Villa / House Museum / Historic House
Palazzo Arese Borromeo

The present Palazzo Arese Borromeo was built at the behest of Bartolomeo III Arese (1610-1674), who was a key figure in 17th-century Lombard politics under Spanish rule: he held the offices of President of the Senate of Milan and President of the 'Consejo de Italia'. Moreover, thanks to a series of arranged marriages, he became head of a formidable alliance of Milanese noble families such as the Borromeos, the Omodei and the Visconti di Brebbia.

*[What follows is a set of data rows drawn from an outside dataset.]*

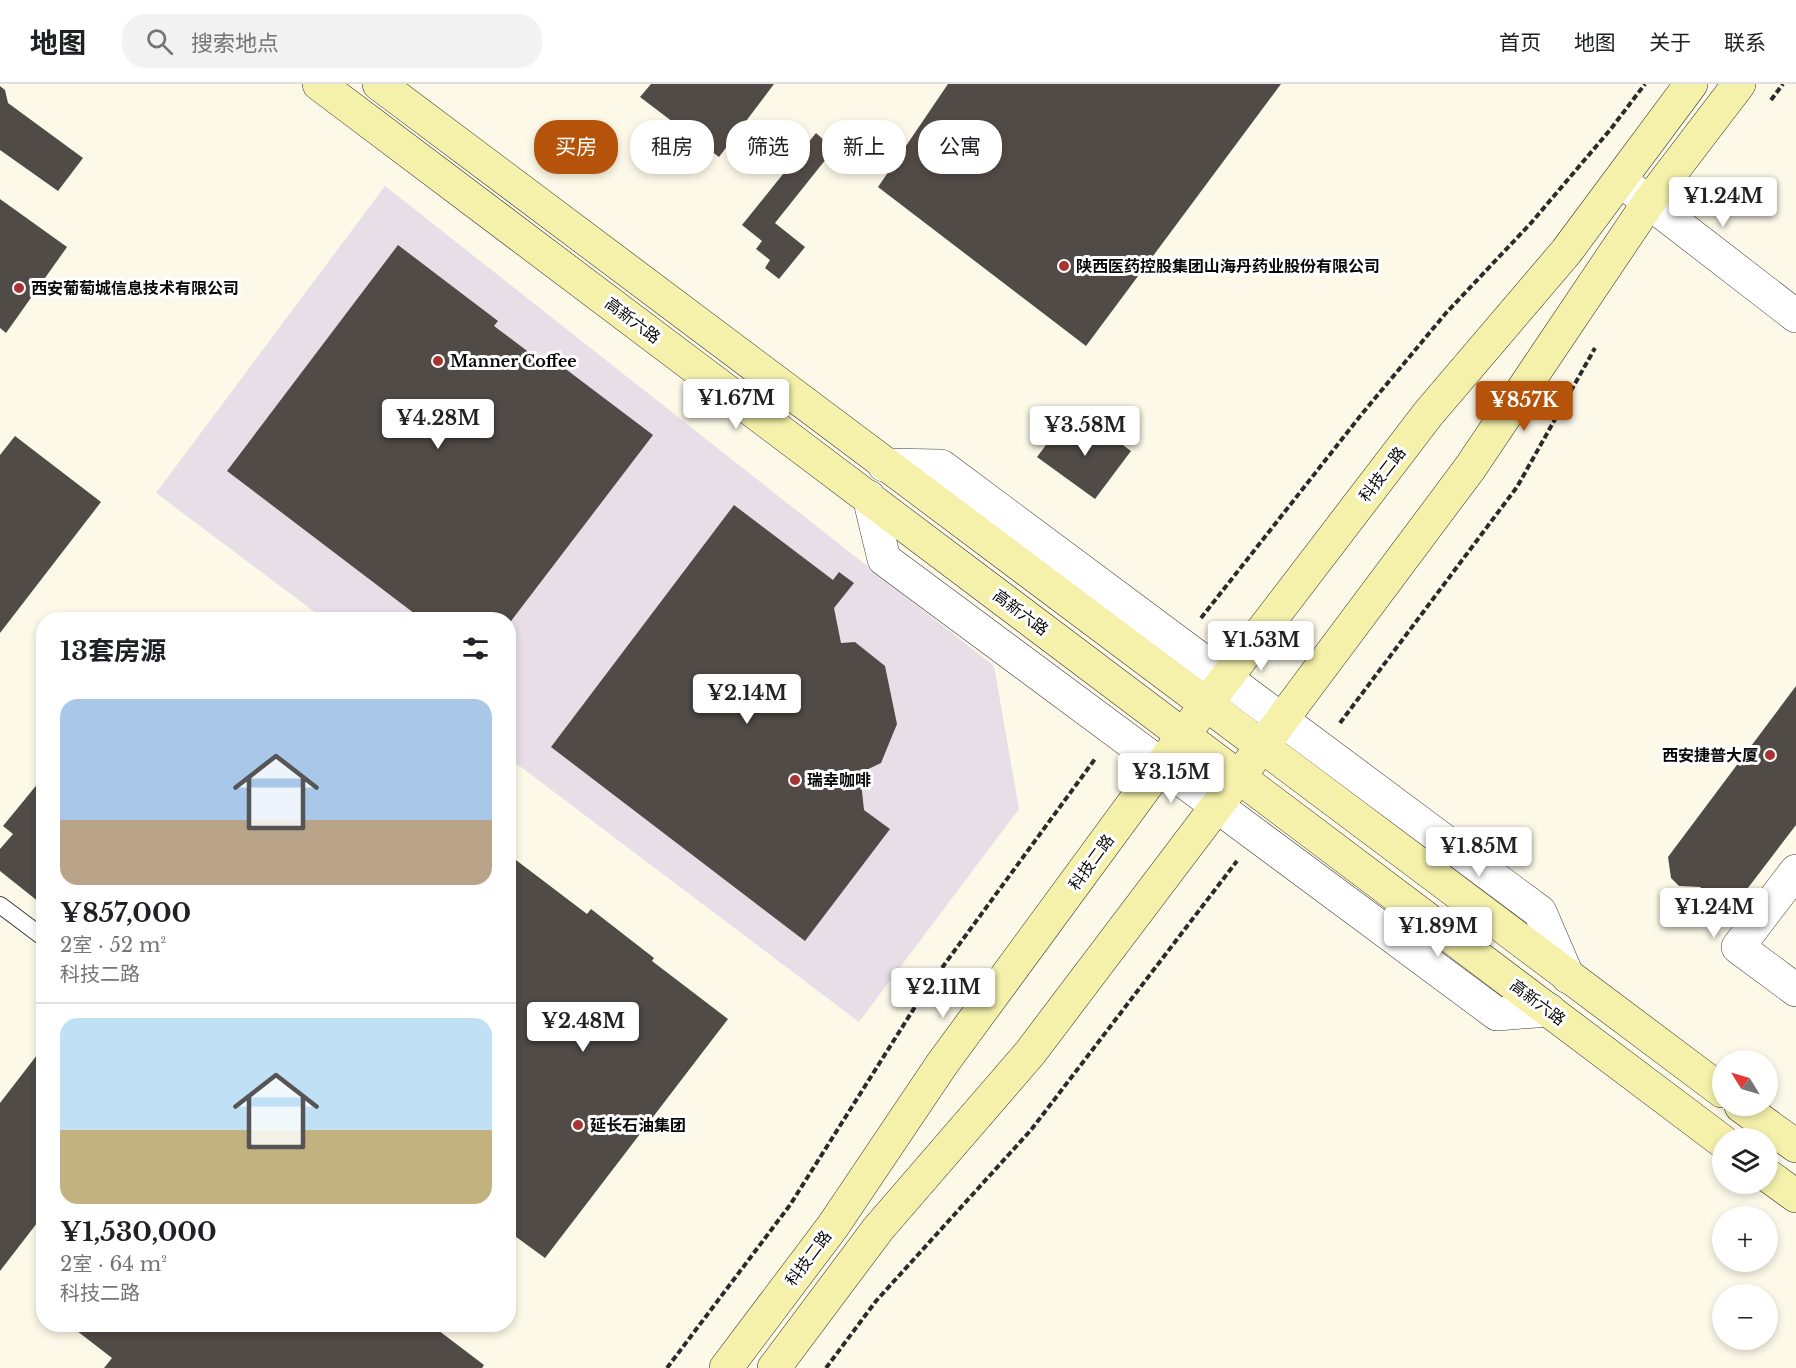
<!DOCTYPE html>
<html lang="zh">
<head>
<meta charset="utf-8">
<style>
	body { margin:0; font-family:"Libre Baskerville","Noto Sans SC",serif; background:#f2f2f2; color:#202124; height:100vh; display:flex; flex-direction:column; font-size:22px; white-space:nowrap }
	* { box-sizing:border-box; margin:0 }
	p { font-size:20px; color:#757577 }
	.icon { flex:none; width:33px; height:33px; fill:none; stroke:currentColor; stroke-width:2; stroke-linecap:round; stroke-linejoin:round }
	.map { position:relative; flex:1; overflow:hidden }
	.drawer { position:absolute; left:36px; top:528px; width:480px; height:720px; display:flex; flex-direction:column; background:#fff; border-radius:24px; box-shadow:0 3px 9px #0003 }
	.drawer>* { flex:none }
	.banner { position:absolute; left:534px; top:36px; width:570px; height:54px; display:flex; gap:12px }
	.needle { width:39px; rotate:307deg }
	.fabs { position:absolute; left:1712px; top:966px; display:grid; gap:12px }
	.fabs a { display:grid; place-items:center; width:66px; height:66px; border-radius:50%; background:#fff; box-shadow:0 3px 9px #0003; font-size:30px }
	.price { position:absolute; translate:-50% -51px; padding:0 14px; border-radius:6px; background:#fff; color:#222; font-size:20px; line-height:39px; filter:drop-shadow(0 2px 3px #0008) }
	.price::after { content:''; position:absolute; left:50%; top:36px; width:18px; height:14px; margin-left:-9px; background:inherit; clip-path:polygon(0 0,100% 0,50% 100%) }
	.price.active { background:#b45309; color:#fff }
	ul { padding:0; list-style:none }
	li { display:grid; align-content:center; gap:12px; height:318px; padding:0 24px }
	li+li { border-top:2px solid #e0e0e0 }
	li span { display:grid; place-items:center; height:186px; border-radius:18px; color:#555 }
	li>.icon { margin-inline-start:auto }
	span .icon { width:108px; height:108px; fill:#fffc; stroke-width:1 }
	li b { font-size:26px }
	h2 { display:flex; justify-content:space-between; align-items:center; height:72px; padding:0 24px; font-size:26px }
	.pill { padding:0 21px; border-radius:24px; background:#fff; box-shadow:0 3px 9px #0003; font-size:21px; line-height:54px }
	.pill.active { background:#b45309; color:#fff }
	header { display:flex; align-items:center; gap:36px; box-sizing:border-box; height:84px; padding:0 30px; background:#fff; border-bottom:2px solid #e0e0e0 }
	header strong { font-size:28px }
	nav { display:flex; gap:33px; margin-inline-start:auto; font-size:21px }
	.search { width:420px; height:54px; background:#f2f2f2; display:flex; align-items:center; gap:15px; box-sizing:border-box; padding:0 21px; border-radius:24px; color:#757577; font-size:22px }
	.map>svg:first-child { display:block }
	.industrial { fill:#e7dee8 }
	.building { fill:#514b47 }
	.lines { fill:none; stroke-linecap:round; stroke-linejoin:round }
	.lane-casing { stroke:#3c3c3c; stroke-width:18 }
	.street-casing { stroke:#3c3c3c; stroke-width:34 }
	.secondary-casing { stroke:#2b2b2b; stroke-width:34 }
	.path { stroke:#2b2b2b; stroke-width:4; stroke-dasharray:6 3; stroke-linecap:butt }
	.lane { stroke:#fff; stroke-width:16 }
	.street { stroke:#fff; stroke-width:33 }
	.secondary { stroke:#f5f1ab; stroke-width:33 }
	.poi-dot { fill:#a83333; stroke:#fff; stroke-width:2 }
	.labels { text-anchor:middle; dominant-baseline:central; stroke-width:6; stroke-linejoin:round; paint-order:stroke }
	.poi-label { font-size:16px; font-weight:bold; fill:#090909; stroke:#fff; text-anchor:start }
	.street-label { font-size:16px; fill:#090909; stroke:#fff }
</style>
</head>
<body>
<header>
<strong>地图</strong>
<div class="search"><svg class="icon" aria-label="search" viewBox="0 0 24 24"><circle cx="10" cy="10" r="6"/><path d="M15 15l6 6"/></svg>搜索地点</div>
<nav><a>首页</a><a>地图</a><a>关于</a><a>联系</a></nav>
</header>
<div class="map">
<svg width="1796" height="1284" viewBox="0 0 1796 1284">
	<rect width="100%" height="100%" fill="#fcf9e8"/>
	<polygon class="industrial" points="385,102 994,582 1019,725 859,938 509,674 508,536 324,535 156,409"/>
	<g class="building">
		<polygon points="651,0 774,0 719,73 640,13"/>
		<polygon points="948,0 1281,0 1086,262 878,103"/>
		<polygon points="0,2 5,6 8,19 83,74 58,107 0,66"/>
		<polygon points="816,49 834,65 775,139 805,163 779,195 765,184 770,176 756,165 762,157 742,141"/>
		<polygon points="0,115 67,163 6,249 0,244"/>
		<polygon points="398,161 498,237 494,242 550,284 555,277 653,351 508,541 508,536 423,536 227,387"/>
		<polygon points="1064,337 1083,350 1092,338 1131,367 1095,415 1037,373"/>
		<polygon points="15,352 101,418 0,549 0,371"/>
		<polygon points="734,421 833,496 839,488 854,499 834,524 841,559 855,558 885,582 897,640 881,679 860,689 864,726 890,745 805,857 551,663"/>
		<polygon points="1796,602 1796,741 1725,834 1695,812 1701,803 1679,802 1671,794 1668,773"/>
		<polygon points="44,692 44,822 0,787 0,765 13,750 3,742"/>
		<polygon points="508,770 587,830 591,825 654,874 652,877 728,935 545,1174 508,1147"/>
		<polygon points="44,962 44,1130 0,1187 0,1019"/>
		<polygon points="68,1240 430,1240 484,1281 482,1284 104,1284 112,1274"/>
	</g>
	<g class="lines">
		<defs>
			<polyline id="lane" points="0,821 44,854"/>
			<g id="street">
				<polyline points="1620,96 1796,232"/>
				<polyline points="884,381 941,382 1540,828 1568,893"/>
				<polyline points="869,413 884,475 1497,930 1549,926"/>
				<polyline points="1796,787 1738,863 1796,906"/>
			</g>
			<g id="secondary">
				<polyline points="319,0 1722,1057"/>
				<polyline points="379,0 1722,1007"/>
				<polyline points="1741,1022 1796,1062"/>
				<polyline points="1767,1091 1796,1112"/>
				<polyline points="726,1284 833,1142 942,980 1207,619 1428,330 1566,168 1691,0"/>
				<polyline points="774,1284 878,1145 1030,969 1263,661 1470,384 1649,118 1739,0"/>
			</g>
		</defs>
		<use href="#lane" class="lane-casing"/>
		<use href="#street" class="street-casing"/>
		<use href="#secondary" class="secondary-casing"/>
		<g class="path">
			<polyline points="1771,16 1783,0"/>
			<polyline points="1201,534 1361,331 1446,229 1531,139 1610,46 1645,0"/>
			<polyline points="1340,639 1517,403 1595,264"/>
			<polyline points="667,1284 790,1121 925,907 1095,675"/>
			<polyline points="826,1284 876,1217 1031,1046 1237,777"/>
		</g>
		<use href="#lane" class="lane"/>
		<use href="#street" class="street"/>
		<use href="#secondary" class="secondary"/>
	</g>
	<g class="poi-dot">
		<circle cx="1064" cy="182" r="6"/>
		<circle cx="19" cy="204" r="6"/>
		<circle cx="438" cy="277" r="6"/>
		<circle cx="1770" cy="671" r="6"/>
		<circle cx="795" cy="696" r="6"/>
		<circle cx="578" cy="1041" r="6"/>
	</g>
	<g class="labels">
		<g class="poi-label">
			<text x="1076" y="182">陕西医药控股集团山海丹药业股份有限公司</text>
			<text x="31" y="204">西安葡萄城信息技术有限公司</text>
			<text x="450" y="277">Manner Coffee</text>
			<text x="1758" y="671" text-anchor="end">西安捷普大厦</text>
			<text x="807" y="696">瑞幸咖啡</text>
			<text x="590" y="1041">延长石油集团</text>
		</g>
		<g class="street-label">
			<text transform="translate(633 236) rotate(37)">高新六路</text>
			<text transform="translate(1382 390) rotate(-52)">科技二路</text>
			<text transform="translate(1021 528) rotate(37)">高新六路</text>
			<text transform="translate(1091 778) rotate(-54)">科技二路</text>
			<text transform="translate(1538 918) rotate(37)">高新六路</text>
			<text transform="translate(808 1174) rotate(-53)">科技二路</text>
		</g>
	</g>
</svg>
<div class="fabs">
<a><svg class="needle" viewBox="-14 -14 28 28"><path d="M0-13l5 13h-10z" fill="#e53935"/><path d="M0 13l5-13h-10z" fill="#757577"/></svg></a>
<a><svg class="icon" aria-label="layers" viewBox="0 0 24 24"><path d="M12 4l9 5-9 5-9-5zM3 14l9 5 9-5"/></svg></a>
<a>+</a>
<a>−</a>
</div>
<b class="price" style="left:1723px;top:144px">¥1.24M</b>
<b class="price" style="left:736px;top:346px">¥1.67M</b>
<b class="price active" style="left:1524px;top:348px">¥857K</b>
<b class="price" style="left:438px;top:366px">¥4.28M</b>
<b class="price" style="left:1085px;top:373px">¥3.58M</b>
<b class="price" style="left:1261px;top:588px">¥1.53M</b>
<b class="price" style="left:747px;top:641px">¥2.14M</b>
<b class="price" style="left:1171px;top:720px">¥3.15M</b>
<b class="price" style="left:1479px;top:794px">¥1.85M</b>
<b class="price" style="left:1714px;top:855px">¥1.24M</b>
<b class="price" style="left:1438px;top:874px">¥1.89M</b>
<b class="price" style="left:943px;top:935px">¥2.11M</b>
<b class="price" style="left:583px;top:969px">¥2.48M</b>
<div class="banner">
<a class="pill active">买房</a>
<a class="pill">租房</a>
<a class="pill">筛选</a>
<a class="pill">新上</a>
<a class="pill">公寓</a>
</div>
<section class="drawer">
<h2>13套房源<svg class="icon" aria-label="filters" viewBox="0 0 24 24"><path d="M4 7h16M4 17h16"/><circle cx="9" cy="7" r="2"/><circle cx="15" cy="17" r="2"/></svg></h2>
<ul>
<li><span style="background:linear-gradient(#a9c7e8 65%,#b9a48a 0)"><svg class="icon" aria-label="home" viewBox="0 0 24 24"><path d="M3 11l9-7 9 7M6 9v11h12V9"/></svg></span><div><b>¥857,000</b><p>2室 · 52 m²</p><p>科技二路</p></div></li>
<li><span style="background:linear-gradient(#bfe0f5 60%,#c2b280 0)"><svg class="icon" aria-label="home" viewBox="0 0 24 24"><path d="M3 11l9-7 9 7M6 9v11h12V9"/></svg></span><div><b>¥1,530,000</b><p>2室 · 64 m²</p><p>科技二路</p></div></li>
</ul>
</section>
</div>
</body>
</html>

Apart from his undisputed political importance, Bartholomew III Arese was a man of great culture and he not only left his mark on his personal life choices, but also charged the Cesano complex with values and meanings. Having always remained the property of the Borromeo Arese family over the following centuries - until its acquisition by the Municipal Administration of Cesano Maderno in 1987 - it has almost entirely preserved its 17th-century aspects.
The vast frescoed surfaces, numbering 33 rooms - far more than those of the Borromeo family's Isola Bella - are the work of artists of the highest Milanese classicism: from Ercole Procaccini il Giovane to the Montalto brothers and Antonio Busca, from Giuseppe Nuvolone to Federico Bianchi, and concluding with the architectural quadratures by Giovanni Ghisolfi.